В конце 1790-х гг. Карамзин оставляет «чисто» литературную деятельность и обращается к истории, а конкретно к написанию многотомной истории России. По решению императора Александра I он получил официальное звание историографа и материальные возможности (пенсию) для осуществления этой задачи. Свой труд он озаглавил как «История государства Российского». Работе над ней Карамзин посвятил двадцать два года. Он написал одиннадцать томов и часть двенадцатого, доведя изложение до 1611 г. – до времен борьбы русского народа против польской интервенции. В 1816–1817 гг. были опубликованы восемь томов, в 1821 г. – девятый том, в 1824 г. – десятый и одиннадцатый тома, а в 1829 г. (уже посмертно) – том двенадцатый.
«История государства Российского» – это не только труд автора, который «числится» по жанру исторической науки (и даже по справедливости считается хронологически первым в российской историографии). Это по своим художественным достоинствам еще и выдающееся литературное произведение. Именно так его оценили знаменитые современники по писательскому мастерству. Так, А. Бестужев-Марлинский, рецензируя последние прижизненные тома «Истории…» (десятый и одиннадцатый) как явление «исторической прозы», писал: «Смело можно сказать, что в литературном отношении мы нашли в них клад. Там видим мы свежесть и силу слога, заманчивость рассказа и разнообразие в складе и звучности оборотов языка, столь послушного под рукою истинного дарования»[31]. Это – оценка представителя романтического направления, впоследствии отвергнутого самим (!) Белинским. Но есть для нас и более авторитетное свидетельство – А. С. Пушкина. Правда, считается, что в ранней молодости им была сочинена эпиграмма на «Историю…» Карамзина:
В его «Истории» изящность, простота
Доказывают нам без всякого пристрастья,
Необходимость самовластья –
И прелести кнута[32].
Однако и тогда поэт не отрицал значительных художественных достоинств карамзинской «Истории…». В зрелом же возрасте (в 1826 г.) он вспоминал: «Это было в феврале 1818 г. Первые восемь томов Русской истории Карамзина вышли в свет. Я прочел их в моей постели (Пушкин, как известно, был в это время болен. – А. Н.) с жадностью и со вниманием. Появление сей книги (как и быть надлежало) наделало много шуму и произвело сильное впечатление. 3000 экземпляров разошлись в один месяц (чего не ожидал и сам Карамзин) – пример единственный в нашей земле. Все, даже светские женщины, бросились читать историю своего отечества, дотоле им неизвестную. Она была для них новым открытием. Древняя Россия, казалось, найдена Карамзиным, как Америка – Колумбом. Несколько времени ни о чем ином не говорили. Когда, по моем выздоровлении, я снова явился в свете, толки были во всей силе… Повторяю, что “История государства Российского” есть не только создание великого писателя, но и подвиг честного человека». При этом поэт отказался от авторства эпиграммы: «Мне приписали одну из лучших российских эпиграмм: это не лучшая черта моей жизни»[33].
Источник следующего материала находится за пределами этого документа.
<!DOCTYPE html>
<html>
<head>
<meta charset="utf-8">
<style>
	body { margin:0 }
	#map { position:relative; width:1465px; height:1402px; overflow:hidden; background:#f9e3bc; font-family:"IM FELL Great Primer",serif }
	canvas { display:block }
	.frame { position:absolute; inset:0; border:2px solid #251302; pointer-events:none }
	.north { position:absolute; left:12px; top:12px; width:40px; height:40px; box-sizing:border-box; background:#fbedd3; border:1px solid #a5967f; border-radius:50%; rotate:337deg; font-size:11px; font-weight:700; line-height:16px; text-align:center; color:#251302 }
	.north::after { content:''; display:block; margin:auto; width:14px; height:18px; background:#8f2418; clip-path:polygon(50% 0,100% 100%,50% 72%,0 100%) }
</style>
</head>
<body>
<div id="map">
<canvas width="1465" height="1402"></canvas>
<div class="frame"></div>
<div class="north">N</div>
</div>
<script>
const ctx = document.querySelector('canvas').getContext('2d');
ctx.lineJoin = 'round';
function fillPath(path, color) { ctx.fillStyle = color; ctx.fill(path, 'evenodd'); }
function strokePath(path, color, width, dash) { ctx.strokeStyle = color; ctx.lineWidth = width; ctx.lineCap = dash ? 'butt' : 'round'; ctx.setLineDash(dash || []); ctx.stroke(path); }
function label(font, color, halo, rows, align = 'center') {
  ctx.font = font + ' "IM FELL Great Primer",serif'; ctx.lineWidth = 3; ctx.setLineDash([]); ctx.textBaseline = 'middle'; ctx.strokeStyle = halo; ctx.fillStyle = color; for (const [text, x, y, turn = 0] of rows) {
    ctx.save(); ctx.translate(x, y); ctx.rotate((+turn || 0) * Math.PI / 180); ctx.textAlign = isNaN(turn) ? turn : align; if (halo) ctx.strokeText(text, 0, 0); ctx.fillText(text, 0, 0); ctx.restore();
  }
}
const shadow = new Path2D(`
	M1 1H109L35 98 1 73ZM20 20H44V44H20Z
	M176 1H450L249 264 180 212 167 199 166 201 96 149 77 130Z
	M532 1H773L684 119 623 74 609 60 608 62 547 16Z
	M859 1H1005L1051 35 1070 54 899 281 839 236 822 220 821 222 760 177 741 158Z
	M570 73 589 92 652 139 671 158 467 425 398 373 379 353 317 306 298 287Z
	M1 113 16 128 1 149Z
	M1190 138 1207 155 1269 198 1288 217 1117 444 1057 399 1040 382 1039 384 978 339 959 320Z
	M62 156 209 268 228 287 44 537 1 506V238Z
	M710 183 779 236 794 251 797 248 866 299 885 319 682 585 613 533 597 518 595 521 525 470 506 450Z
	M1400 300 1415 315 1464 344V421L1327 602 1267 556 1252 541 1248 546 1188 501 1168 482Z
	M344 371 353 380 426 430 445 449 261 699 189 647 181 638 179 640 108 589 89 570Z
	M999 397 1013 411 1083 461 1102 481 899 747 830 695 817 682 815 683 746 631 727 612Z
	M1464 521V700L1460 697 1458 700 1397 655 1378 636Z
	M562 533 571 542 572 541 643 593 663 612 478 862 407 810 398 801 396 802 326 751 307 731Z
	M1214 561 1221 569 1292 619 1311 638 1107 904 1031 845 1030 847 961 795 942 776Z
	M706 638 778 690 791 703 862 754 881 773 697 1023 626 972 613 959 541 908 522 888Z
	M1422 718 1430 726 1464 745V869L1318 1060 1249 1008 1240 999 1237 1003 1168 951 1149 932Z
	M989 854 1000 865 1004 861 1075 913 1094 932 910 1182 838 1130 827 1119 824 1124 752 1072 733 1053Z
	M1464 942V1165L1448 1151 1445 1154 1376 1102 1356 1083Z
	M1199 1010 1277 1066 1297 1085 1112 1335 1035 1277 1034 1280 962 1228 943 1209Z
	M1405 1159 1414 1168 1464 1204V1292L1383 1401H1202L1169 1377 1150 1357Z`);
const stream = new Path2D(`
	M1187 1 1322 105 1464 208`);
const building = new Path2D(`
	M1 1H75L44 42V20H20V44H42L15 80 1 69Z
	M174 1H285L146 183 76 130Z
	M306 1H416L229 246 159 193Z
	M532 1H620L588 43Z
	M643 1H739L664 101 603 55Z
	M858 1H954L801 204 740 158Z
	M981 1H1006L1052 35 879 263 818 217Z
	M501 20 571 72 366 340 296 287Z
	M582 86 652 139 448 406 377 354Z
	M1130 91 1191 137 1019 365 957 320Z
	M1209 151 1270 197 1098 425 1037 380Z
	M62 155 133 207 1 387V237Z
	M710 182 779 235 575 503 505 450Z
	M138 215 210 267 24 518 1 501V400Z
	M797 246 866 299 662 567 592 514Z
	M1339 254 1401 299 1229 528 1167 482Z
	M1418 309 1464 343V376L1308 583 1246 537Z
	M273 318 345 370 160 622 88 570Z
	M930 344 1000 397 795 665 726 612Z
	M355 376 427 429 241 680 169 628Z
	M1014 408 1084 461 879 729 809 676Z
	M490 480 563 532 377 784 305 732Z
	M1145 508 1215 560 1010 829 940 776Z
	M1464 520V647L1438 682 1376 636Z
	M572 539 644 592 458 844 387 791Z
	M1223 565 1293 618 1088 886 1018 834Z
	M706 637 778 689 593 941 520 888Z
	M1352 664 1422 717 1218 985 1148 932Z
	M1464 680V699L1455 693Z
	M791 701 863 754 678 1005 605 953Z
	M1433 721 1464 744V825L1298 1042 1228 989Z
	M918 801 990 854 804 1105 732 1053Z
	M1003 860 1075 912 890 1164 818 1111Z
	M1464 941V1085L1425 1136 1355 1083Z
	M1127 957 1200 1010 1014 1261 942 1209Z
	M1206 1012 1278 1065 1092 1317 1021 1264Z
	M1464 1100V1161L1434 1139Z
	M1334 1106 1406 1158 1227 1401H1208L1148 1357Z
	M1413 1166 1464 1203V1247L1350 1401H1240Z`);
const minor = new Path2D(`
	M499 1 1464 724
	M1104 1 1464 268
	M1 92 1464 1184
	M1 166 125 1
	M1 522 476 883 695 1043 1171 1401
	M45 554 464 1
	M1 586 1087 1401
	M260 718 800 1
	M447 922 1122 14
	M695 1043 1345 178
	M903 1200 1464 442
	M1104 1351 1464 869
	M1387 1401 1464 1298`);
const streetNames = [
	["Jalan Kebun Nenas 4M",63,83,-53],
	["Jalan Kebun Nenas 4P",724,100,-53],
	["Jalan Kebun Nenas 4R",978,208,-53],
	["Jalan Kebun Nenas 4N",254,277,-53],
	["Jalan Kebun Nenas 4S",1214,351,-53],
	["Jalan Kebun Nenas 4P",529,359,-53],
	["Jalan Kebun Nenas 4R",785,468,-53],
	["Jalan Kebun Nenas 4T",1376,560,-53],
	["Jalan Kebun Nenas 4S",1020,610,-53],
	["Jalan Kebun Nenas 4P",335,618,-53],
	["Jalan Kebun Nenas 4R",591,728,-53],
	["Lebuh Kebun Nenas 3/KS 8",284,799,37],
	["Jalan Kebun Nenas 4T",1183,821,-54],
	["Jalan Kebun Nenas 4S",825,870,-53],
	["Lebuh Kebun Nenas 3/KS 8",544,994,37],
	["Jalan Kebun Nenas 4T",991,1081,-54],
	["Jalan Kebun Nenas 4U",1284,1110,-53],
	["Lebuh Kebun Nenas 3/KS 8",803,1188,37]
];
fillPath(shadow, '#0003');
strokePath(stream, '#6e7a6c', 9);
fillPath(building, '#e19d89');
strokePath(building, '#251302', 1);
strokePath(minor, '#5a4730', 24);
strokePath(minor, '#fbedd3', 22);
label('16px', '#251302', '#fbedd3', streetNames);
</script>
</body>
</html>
Наконец, мнение Льва Толстого о художественных достоинствах карамзинской «Истории…». Тот, с детства знакомый с ее содержанием, в 25 лет прочитал ее снова, что нашло отражение в его дневниках (в записи от 16–18 декабря 1853 г.): «…слог очень хорош. Предисловие вызвало во мне пропасть хороших мыслей»[34].
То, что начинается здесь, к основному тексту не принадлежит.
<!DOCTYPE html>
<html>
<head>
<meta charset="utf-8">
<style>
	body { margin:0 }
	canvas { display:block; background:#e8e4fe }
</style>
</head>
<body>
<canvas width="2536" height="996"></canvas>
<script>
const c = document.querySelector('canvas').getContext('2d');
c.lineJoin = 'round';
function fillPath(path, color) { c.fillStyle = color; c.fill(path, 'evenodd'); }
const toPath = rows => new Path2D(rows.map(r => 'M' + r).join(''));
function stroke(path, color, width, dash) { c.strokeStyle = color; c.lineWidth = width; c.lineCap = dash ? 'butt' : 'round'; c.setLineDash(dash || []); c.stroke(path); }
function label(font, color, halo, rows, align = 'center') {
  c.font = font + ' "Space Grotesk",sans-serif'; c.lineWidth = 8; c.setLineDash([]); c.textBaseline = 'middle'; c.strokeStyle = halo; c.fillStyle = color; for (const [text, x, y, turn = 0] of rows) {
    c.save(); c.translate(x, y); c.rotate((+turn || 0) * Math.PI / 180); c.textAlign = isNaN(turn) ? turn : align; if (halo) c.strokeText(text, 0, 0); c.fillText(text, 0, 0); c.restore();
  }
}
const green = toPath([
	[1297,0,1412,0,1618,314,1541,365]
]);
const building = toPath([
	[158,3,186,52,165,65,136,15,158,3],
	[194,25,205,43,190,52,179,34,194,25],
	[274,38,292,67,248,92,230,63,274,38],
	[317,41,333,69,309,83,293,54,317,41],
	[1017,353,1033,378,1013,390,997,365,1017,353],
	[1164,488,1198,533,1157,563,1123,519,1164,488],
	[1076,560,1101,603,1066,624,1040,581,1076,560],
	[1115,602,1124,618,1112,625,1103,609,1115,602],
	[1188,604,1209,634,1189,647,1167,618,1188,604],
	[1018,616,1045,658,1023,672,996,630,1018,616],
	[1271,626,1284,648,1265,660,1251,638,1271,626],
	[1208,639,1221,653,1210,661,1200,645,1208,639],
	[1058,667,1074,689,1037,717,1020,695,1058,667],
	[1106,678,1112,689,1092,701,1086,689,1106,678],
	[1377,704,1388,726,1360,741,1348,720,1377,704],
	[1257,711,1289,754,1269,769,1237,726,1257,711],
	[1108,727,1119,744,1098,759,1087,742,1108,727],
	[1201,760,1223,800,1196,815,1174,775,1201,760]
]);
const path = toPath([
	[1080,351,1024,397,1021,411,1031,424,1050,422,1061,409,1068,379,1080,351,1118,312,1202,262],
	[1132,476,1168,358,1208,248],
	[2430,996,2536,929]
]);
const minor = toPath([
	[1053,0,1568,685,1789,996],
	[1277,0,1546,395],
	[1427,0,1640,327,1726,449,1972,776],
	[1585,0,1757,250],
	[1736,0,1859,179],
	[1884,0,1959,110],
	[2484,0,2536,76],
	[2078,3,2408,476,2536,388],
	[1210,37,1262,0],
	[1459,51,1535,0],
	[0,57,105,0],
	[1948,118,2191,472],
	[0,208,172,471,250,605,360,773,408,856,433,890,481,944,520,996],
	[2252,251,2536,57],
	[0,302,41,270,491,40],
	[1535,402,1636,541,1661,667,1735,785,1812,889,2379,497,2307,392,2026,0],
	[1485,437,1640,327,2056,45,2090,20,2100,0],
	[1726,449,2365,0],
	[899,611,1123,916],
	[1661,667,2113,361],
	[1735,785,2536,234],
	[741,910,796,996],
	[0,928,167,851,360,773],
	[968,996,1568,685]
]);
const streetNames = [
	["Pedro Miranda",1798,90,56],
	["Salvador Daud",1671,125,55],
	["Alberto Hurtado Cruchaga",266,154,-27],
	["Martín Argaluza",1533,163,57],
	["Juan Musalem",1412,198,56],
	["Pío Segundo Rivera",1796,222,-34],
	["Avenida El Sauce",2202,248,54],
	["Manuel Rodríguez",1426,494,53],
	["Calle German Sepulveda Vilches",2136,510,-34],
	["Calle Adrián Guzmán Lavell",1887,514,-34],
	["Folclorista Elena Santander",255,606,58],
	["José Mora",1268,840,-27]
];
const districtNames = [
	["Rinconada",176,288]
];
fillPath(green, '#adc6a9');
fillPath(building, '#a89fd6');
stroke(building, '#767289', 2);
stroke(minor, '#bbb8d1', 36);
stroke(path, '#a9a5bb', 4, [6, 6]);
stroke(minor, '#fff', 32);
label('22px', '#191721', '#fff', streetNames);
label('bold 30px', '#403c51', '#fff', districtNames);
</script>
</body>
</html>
Ну а как с отражением на страницах «Истории…» преступности, в особенности в ее самых жестоких проявлениях? Карамзин – историк, и добросовестно описывал события, дошедшие в летописях и народных сказаниях. Конечно же, это был (говоря по-современному) жесточайший геноцид русского народа татаро-монгольской Ордой, совершаемый в том числе и с помощью «своих», т. е. русских же князей, не просто послушно исполнявших волю завоевателей, но даже показывавших образцы такой жестокости. Так, например, в главе VII тома IV «Истории…» сообщается: «Наследник Константина Борисовича Ростовского, умершего в Орде, сын его Василий (в 1316 г.) приехал от Хана в столицу свою с двумя монгольскими вельможами, коих грабительство и насилие остались в ней надолго памятными. Такие разбойники назывались обыкновенно послами (вот каковы корни будущей дипломатической службы. – А. Н.). Один из них (в 1318 г.), убив в Костроме 120 человек, опустошил Ростов огнем и мечом, взял сокровища церковные, пленил многих людей»[35].
Отражением же вершины жестокости, однако, явилось изображение Карамзиным царствования Ивана Грозного. В совсем недавние 90-е гг. прошедшего века, уже в постсоветское время, произошло такое событие (широко отражаемое на телевидении и СМИ), как поиск наших предков, которые бы смогли претендовать на титул «Имя России». Так вот одним из таковых был Иван Грозный. Обратимся же к характеристике его личности и проявлению в «Истории…» Карамзина. Вот, например, эпизод, связанный с описанием действий опричников, ведомых лично царем: «…В июле месяце, 1568 года, в полночь, любимцы Иоанновы, Князь Афанасий Вяземский. Малюта Скуратов, Василий Грязной, с Царскою дружиною вломились в дома ко многим знатным людям, Дьякам, купцам: взяли их жен, известных красотою и вывезли из города. В след за ними, по восхождении солнца, выехал и сам Иоанн, окруженный тысячами Кромешников. На первом ночлеге ему представили жен: он избрал некоторых для себя. Других уступил любимцам. Ездил с ними вокруг Москвы, жег усадьбы Бояр опальных, казнил их верных слуг… возвратился в Москву и велел ночью развезти жен по домам: некоторые из них умерли от стыда и горести»[36].
Но и это не предел царской жестокости. Таковым можно назвать «суд» Иоанна над новгородцами. «Судил Иоанн и сын его таким образом: ежедневно представляли им от пяти сот до тысячи и более Новгородцев; били их, мучили, жгли каким-то составом огненным, привязывали головою или ногами к саням, влекли на берег Волхова, где сия река не мерзнет зимою, и бросали с моста в воду целыми семействами, жен с мужьями, матерей с грудными младенцами. Ратники Московские ездили на лодках по Волхову с кольями, баграми и секирами: кто из вверженных в реку всплывал, того кололи, рассекали на части. Сии убийства продолжались пять недель и заключились грабежом общим…»[37]
Сторонники превращения имени Ивана Грозного в символ мудрого государя (которого, по видимому, так не хватало во времена проводимого конкурса) именуют его «собирателем» земли Русской, создавшим мощное государство, с которым вынуждены были считаться и на Западе, и на Востоке, а все описанное Карамзиным назвали его выдумкой и очернением личности «великого Государя».